## Try it
Where a line of the entries holds the string "baseFrequency", copy that line.

----------

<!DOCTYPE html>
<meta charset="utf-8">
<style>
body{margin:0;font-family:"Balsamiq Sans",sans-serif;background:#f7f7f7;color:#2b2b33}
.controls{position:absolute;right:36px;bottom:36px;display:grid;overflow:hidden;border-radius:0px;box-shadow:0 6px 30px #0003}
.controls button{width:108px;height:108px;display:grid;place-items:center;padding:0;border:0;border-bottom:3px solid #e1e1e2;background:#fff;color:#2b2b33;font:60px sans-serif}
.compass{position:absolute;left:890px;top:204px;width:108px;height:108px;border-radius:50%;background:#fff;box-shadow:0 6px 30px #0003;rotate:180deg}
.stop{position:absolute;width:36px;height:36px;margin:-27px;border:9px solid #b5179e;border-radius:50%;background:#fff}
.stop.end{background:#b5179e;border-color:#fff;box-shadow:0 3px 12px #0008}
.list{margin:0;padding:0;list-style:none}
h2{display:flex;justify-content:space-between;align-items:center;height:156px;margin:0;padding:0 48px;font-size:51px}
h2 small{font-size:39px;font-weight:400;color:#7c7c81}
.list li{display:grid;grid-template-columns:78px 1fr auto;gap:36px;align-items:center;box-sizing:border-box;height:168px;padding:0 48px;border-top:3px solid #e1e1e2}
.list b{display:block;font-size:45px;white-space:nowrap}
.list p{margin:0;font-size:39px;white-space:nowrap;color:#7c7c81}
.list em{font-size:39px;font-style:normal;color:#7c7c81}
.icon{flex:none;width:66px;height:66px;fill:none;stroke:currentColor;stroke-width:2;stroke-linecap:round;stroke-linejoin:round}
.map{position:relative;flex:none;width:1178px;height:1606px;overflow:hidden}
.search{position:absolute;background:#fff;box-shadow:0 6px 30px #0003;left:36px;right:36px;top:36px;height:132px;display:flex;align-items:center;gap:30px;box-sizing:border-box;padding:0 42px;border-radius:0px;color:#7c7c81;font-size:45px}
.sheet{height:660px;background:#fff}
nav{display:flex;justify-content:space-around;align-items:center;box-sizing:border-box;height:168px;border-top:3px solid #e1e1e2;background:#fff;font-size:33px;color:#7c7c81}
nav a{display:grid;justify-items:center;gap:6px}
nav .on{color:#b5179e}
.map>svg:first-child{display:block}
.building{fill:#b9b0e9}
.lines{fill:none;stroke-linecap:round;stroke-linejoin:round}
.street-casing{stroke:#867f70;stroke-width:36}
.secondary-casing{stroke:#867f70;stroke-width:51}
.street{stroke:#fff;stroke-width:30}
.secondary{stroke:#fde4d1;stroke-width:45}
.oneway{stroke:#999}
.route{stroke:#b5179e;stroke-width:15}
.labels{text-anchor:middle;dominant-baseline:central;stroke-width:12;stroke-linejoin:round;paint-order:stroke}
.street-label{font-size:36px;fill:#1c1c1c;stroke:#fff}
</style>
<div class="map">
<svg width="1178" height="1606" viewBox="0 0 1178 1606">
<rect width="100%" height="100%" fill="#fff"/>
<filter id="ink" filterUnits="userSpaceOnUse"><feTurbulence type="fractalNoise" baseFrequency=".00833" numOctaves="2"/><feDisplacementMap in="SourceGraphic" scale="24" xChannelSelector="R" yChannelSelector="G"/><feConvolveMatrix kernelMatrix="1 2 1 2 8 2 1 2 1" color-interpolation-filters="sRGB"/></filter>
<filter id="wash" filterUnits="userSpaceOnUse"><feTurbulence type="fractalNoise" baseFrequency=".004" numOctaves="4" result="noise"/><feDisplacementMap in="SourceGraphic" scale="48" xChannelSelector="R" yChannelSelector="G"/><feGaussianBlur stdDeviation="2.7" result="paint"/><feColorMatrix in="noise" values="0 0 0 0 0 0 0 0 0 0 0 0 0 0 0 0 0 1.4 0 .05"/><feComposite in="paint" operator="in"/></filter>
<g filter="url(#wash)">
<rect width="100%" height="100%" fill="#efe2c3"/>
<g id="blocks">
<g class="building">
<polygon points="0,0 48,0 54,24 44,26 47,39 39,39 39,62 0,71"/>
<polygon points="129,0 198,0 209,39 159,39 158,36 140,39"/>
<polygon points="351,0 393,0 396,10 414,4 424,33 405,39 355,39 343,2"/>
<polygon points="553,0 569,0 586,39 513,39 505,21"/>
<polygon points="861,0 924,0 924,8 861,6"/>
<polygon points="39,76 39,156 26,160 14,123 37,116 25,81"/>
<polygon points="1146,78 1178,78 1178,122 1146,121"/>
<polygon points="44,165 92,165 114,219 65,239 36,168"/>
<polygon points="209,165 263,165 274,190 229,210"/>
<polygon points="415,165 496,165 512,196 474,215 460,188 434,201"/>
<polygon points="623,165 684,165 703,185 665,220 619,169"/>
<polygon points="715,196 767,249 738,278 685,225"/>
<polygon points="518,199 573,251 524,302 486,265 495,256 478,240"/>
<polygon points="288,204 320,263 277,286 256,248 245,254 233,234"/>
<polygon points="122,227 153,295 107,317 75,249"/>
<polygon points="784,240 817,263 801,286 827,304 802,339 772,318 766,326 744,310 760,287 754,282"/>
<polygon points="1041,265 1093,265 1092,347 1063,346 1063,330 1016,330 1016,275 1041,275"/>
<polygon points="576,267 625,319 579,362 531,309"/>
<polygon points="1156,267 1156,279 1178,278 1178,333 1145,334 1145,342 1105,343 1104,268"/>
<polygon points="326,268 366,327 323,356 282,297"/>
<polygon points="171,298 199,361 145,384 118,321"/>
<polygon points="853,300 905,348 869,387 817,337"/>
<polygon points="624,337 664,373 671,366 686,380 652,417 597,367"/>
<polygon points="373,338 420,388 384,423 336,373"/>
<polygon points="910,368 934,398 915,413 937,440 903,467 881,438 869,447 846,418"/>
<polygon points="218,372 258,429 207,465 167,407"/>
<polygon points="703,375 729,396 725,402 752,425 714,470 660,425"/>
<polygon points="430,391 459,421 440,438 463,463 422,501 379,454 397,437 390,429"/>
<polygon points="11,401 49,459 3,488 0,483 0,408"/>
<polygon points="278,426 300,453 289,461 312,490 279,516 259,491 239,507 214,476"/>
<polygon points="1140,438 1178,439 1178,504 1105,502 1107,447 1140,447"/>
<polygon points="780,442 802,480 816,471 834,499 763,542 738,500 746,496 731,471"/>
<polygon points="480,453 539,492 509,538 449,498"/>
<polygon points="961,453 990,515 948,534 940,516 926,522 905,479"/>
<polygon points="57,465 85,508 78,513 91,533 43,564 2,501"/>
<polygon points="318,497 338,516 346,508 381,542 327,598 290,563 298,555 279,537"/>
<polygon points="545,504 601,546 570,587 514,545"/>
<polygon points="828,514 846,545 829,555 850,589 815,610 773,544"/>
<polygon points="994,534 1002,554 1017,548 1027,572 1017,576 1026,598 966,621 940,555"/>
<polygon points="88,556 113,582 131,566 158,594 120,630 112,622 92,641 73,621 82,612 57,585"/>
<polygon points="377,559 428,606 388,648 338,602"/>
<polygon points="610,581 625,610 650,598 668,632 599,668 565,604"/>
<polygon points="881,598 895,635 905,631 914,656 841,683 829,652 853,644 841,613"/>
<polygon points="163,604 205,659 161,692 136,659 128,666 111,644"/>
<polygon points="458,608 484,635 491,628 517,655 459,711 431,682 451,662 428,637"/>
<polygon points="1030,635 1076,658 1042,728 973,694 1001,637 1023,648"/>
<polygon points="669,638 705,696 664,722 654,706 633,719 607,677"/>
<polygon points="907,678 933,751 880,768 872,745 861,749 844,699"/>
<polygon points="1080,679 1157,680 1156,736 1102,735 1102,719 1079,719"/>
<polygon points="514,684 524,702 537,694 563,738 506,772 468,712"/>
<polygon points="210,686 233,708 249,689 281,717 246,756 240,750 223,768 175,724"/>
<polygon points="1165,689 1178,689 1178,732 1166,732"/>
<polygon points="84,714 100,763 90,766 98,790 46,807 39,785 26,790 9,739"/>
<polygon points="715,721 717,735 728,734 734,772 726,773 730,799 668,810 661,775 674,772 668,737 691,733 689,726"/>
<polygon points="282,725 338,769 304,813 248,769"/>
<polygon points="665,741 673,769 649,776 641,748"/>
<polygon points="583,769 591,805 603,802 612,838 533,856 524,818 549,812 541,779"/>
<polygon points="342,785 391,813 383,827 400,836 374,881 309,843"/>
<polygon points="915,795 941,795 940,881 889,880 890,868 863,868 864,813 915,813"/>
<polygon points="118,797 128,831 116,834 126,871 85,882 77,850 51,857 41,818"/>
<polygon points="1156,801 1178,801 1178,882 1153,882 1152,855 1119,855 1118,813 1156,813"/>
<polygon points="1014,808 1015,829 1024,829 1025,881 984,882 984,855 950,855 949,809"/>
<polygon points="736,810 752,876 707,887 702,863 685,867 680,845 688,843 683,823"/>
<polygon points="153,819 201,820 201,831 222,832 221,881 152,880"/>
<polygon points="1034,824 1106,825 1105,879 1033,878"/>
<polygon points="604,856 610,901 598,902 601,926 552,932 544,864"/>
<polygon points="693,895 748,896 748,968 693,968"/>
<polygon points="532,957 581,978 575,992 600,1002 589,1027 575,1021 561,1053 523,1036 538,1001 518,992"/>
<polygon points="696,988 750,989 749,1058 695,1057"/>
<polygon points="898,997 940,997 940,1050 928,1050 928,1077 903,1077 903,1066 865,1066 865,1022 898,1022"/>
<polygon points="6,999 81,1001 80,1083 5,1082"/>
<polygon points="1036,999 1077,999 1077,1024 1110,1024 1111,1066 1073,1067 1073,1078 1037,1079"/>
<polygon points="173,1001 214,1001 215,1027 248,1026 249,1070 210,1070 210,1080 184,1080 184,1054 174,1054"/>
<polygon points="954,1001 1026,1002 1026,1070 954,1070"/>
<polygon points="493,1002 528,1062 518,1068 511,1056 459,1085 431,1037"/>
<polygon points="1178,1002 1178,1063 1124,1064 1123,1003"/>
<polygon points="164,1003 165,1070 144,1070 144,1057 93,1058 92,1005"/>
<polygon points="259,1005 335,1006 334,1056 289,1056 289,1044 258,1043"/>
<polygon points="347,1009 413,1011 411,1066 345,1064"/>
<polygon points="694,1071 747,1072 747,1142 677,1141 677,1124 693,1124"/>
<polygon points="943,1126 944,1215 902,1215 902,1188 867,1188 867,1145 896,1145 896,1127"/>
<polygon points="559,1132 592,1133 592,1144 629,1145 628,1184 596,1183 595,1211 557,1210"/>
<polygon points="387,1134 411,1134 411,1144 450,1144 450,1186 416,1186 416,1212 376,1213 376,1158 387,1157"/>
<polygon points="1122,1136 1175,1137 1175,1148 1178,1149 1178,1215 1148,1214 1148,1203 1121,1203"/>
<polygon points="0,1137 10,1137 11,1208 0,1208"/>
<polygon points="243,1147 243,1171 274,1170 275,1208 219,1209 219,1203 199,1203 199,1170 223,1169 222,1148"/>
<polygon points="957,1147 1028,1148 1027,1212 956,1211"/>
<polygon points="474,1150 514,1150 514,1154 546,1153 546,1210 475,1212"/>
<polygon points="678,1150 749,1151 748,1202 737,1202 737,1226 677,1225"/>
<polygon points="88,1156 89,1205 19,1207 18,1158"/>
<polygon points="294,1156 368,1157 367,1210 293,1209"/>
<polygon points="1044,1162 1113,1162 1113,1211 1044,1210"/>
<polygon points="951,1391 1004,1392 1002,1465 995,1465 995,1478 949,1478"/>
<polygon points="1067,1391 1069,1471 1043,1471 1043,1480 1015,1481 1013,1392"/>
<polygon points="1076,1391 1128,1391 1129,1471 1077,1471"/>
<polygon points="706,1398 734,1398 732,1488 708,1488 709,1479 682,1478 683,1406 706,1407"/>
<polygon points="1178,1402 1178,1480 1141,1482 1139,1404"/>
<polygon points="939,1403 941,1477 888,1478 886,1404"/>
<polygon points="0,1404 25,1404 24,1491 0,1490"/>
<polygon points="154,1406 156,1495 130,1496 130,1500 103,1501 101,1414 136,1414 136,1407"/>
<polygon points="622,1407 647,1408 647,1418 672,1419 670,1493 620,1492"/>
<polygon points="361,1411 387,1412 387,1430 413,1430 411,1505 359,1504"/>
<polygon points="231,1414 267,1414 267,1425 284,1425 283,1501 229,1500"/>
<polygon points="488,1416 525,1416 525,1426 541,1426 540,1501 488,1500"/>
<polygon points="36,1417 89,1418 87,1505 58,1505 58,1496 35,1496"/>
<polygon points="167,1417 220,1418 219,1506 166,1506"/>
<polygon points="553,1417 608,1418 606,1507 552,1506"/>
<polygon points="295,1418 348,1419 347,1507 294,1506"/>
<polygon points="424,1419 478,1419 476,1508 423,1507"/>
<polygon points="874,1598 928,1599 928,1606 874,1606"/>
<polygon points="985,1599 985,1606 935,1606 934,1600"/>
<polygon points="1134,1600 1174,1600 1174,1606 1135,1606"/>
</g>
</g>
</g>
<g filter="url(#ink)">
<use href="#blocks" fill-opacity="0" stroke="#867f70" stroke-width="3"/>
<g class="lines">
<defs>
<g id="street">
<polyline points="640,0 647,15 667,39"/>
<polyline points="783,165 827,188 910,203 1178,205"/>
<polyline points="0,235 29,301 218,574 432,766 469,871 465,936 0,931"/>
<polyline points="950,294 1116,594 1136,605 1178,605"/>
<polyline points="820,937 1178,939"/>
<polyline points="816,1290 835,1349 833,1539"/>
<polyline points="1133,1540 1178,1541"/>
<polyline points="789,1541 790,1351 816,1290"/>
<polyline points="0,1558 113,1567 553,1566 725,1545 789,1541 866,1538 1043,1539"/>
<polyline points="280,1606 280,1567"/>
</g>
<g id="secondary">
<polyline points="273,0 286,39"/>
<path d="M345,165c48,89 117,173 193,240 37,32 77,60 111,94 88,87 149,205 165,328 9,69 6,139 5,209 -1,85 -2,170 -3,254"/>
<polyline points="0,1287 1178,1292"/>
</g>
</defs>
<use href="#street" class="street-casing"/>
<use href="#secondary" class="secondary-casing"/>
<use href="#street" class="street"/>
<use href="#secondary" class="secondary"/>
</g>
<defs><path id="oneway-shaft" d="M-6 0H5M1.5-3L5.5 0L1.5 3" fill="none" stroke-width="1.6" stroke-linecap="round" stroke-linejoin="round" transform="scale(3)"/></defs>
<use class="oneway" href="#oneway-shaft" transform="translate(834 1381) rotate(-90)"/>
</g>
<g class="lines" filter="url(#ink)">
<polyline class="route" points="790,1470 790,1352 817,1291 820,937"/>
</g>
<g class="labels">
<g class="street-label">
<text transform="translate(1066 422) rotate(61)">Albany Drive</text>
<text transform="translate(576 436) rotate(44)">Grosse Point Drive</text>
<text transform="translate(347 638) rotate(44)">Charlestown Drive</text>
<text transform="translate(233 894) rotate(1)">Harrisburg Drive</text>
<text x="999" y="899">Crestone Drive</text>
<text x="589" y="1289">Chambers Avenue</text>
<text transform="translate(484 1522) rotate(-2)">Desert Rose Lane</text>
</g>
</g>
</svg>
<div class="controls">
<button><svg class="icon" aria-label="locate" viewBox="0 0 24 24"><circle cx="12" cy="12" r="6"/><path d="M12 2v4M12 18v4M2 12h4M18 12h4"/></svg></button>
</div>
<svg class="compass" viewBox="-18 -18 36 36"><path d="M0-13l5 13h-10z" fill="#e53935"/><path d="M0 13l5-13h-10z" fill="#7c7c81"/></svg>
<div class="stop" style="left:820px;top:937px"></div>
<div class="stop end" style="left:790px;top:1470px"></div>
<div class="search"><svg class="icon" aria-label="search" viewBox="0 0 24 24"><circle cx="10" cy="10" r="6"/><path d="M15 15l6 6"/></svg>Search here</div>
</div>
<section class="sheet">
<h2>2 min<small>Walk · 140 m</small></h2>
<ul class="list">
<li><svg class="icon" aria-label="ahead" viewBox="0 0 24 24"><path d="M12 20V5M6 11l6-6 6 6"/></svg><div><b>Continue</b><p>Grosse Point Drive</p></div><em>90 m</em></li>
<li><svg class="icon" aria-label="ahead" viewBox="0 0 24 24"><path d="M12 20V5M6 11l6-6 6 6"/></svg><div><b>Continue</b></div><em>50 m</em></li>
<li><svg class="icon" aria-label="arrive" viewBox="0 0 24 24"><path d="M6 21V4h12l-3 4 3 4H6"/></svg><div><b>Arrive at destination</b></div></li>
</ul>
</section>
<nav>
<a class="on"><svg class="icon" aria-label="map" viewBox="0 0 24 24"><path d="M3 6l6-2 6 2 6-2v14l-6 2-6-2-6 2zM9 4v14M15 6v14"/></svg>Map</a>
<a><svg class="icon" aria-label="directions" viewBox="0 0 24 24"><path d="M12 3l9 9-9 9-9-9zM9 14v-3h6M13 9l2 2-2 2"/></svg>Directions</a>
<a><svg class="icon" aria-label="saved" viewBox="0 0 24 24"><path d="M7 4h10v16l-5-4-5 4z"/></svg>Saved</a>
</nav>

----------

## The answer
<filter id="ink" filterUnits="userSpaceOnUse"><feTurbulence type="fractalNoise" baseFrequency=".00833" numOctaves="2"/><feDisplacementMap in="SourceGraphic" scale="24" xChannelSelector="R" yChannelSelector="G"/><feConvolveMatrix kernelMatrix="1 2 1 2 8 2 1 2 1" color-interpolation-filters="sRGB"/></filter>
<filter id="wash" filterUnits="userSpaceOnUse"><feTurbulence type="fractalNoise" baseFrequency=".004" numOctaves="4" result="noise"/><feDisplacementMap in="SourceGraphic" scale="48" xChannelSelector="R" yChannelSelector="G"/><feGaussianBlur stdDeviation="2.7" result="paint"/><feColorMatrix in="noise" values="0 0 0 0 0 0 0 0 0 0 0 0 0 0 0 0 0 1.4 0 .05"/><feComposite in="paint" operator="in"/></filter>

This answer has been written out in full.